Chloromyie agréable, mâle.

Le soleil lui va si bien ! Toute rutilante, la petite Chloromyie agréable aime s’y prélasser. Entre deux visites gourmandes sur les ombellifères.

Malgré sa petite taille, 7-9 mm, elle ne passe pas inaperçue. Surtout sous le soleil. La Chloromyie agréable (Chloromyia formosa) ne tient pas son nom de son comportement il est vrai tranquille. Elle est avant tout agréable à l’oeil. Pour peu qu’on s’y arrête un peu.

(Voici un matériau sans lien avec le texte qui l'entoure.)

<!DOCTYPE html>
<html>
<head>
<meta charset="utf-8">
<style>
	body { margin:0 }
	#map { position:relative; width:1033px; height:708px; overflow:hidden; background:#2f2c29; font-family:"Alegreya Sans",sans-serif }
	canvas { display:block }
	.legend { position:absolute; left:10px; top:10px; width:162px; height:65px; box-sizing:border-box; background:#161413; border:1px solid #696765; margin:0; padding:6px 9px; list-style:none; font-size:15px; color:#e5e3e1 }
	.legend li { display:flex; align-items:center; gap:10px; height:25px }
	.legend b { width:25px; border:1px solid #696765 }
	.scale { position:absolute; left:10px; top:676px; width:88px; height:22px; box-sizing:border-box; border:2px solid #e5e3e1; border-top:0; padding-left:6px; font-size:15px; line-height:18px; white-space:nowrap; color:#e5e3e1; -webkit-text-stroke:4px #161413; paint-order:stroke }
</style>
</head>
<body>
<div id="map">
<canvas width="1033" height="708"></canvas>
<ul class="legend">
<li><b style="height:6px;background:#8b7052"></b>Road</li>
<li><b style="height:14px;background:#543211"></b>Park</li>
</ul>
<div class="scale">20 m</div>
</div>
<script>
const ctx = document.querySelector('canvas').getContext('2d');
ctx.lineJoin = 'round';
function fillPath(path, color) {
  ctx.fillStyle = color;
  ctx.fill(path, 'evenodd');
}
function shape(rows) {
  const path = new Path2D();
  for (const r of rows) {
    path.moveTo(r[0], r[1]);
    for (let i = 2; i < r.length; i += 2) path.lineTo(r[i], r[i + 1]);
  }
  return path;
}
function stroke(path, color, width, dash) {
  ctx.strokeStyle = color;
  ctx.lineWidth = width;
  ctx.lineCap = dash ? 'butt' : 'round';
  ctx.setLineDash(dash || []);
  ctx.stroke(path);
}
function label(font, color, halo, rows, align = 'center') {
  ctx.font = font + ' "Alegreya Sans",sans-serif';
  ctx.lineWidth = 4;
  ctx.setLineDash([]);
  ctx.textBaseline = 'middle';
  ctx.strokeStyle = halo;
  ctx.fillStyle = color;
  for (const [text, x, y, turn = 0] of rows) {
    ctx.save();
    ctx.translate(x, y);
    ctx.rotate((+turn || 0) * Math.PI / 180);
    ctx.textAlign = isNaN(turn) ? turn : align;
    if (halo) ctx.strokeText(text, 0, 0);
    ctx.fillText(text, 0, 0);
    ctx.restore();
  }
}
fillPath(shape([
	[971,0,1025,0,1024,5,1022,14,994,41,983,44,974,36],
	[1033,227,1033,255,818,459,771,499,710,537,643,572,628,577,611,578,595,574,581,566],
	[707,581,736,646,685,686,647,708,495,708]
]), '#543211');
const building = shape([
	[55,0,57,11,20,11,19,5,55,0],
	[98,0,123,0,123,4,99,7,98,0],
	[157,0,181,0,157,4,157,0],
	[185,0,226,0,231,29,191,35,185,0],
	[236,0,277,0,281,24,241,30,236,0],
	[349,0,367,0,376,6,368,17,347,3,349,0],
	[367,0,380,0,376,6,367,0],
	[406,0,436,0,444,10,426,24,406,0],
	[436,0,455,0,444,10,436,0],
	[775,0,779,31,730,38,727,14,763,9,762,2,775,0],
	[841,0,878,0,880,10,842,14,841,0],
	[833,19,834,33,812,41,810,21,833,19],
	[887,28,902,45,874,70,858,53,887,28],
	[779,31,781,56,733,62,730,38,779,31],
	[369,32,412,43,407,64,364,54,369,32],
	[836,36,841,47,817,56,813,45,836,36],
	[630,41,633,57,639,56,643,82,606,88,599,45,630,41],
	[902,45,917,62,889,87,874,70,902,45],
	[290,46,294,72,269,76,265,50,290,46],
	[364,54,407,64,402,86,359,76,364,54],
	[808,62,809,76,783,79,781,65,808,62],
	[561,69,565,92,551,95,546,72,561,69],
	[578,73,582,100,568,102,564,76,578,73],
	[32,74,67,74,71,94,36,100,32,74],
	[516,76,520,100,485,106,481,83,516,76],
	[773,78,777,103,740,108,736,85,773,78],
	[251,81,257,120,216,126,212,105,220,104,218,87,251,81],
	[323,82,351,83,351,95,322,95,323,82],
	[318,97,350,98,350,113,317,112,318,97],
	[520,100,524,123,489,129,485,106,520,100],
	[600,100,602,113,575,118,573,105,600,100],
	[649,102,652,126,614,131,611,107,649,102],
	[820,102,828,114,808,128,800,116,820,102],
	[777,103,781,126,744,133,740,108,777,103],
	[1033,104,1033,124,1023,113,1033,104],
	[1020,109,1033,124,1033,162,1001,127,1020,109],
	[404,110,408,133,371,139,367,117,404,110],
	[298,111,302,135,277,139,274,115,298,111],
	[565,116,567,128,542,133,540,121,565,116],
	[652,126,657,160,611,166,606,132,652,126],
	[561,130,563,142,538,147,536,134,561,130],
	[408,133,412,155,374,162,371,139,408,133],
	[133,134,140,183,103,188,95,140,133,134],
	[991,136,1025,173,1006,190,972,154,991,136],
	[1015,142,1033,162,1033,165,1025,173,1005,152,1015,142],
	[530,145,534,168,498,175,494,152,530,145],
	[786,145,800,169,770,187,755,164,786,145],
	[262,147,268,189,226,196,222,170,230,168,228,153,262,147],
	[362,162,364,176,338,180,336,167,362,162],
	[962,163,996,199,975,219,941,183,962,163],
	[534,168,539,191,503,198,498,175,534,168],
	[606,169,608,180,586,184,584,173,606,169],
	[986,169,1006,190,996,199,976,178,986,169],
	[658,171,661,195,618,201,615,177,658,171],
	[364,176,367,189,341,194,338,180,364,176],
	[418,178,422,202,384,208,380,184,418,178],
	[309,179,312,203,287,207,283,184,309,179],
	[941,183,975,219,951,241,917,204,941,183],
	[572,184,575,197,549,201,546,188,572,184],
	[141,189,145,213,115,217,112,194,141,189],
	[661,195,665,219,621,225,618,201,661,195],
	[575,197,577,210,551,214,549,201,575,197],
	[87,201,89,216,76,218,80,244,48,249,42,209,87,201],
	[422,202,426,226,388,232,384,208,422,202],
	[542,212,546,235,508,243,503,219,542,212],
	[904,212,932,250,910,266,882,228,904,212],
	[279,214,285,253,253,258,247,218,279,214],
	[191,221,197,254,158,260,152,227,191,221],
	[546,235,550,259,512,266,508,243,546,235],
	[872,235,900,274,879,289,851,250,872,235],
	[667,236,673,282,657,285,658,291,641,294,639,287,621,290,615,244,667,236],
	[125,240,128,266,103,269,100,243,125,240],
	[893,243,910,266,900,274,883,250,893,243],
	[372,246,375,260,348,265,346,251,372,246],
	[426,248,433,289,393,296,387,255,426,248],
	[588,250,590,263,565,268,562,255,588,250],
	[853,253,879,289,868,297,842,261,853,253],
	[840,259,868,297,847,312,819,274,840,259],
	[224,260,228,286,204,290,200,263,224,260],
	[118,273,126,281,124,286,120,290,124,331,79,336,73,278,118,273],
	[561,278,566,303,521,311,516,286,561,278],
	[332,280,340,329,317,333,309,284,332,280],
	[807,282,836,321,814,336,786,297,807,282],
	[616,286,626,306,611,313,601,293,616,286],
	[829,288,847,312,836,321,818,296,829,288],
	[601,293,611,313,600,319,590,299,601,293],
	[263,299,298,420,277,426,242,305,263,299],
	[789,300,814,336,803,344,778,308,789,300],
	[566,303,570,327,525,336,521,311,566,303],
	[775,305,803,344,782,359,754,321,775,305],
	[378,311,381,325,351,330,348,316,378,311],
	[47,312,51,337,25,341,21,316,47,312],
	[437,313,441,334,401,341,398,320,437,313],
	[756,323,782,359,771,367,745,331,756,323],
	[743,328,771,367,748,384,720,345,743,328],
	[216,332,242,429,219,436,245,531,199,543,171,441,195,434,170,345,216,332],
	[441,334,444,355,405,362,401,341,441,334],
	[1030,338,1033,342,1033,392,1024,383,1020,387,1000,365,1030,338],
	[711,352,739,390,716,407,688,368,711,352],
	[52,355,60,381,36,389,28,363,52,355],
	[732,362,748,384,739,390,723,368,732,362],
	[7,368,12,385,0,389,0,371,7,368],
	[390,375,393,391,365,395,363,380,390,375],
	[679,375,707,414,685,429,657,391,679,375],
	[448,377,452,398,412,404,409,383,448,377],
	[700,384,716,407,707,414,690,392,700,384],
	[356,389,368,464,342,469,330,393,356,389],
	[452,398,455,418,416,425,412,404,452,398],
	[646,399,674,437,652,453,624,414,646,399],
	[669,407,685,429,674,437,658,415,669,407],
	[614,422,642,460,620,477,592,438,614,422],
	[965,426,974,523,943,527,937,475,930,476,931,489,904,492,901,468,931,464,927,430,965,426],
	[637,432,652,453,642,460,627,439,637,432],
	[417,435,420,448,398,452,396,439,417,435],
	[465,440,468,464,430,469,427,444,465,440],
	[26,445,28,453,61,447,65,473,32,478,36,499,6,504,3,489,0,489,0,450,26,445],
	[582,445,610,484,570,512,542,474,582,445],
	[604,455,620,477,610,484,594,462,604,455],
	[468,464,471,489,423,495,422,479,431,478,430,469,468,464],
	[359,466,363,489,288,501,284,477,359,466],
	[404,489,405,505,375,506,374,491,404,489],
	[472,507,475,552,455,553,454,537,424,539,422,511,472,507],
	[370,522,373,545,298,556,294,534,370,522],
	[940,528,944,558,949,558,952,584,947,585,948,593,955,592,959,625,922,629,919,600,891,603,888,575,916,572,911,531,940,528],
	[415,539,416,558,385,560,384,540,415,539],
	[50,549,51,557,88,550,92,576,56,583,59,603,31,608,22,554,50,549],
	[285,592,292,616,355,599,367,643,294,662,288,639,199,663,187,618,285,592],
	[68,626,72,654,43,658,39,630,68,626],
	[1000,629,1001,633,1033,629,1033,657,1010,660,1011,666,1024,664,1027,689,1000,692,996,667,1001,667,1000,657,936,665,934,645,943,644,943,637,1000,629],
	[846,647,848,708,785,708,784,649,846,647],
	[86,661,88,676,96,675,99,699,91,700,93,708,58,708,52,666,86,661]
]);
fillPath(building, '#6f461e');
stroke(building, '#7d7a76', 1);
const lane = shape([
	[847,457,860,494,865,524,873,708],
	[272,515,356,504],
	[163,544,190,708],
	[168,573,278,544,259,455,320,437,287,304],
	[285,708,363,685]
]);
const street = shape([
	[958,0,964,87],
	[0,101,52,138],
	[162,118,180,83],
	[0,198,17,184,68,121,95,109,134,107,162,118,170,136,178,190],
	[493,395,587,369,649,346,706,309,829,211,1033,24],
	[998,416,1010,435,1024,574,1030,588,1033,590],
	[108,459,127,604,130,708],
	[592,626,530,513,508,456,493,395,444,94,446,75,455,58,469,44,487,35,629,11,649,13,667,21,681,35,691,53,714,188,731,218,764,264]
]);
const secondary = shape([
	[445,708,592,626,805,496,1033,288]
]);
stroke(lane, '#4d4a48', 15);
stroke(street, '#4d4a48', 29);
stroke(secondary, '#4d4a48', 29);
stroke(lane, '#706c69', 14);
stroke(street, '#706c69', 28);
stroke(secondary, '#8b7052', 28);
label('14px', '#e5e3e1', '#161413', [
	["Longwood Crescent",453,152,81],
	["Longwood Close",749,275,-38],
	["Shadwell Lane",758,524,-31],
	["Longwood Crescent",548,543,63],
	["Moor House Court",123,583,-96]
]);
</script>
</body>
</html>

Au repos, les ailes brun clair sont le plus souvent repliées sur l’abdomen. Comme pour mieux attirer l’attention sur le thorax. Vert bronze métallique. Deux petits pincements latéraux y donnent, avec la suture du scutellum, vert lui aussi, une allure de masque énigmatique.

Finement velus, les grands yeux n’en sont pas moins à l’unisson de ce look rutilant. Jointifs, ils indiquent ici un mâle dont l’éclatant abdomen, tout aussi métallique, hésite entre doré et cuivré. Les femelles sont en tous points identiques, sauf les yeux écartés et l’abdomen bleuté.

Active butineuse, familière des milieux boisés, plutôt humides, cette petite mouche abandonne sa progéniture sur le bois mort et le couvert de feuilles mortes. Les larves participent ainsi à l’élaboration de l’humus du sol. Elles sont bienvenues au jardin où elles “travaillent” volontiers dans le tas de compost !

Sources : 

Chloromie agréable, mâle.

La visite de ce mâle sur une ombelle de Cerfeuil des bois lui aura été fatale. À l’affut, l’araignée crabe l’a saisi et neutralisé en une fraction de seconde.

La Mouche soldat noire.

Les larves de la Mouche soldat noire (Hermitia illucens) sont également précieuses dans la maturation du tas de compost au jardin.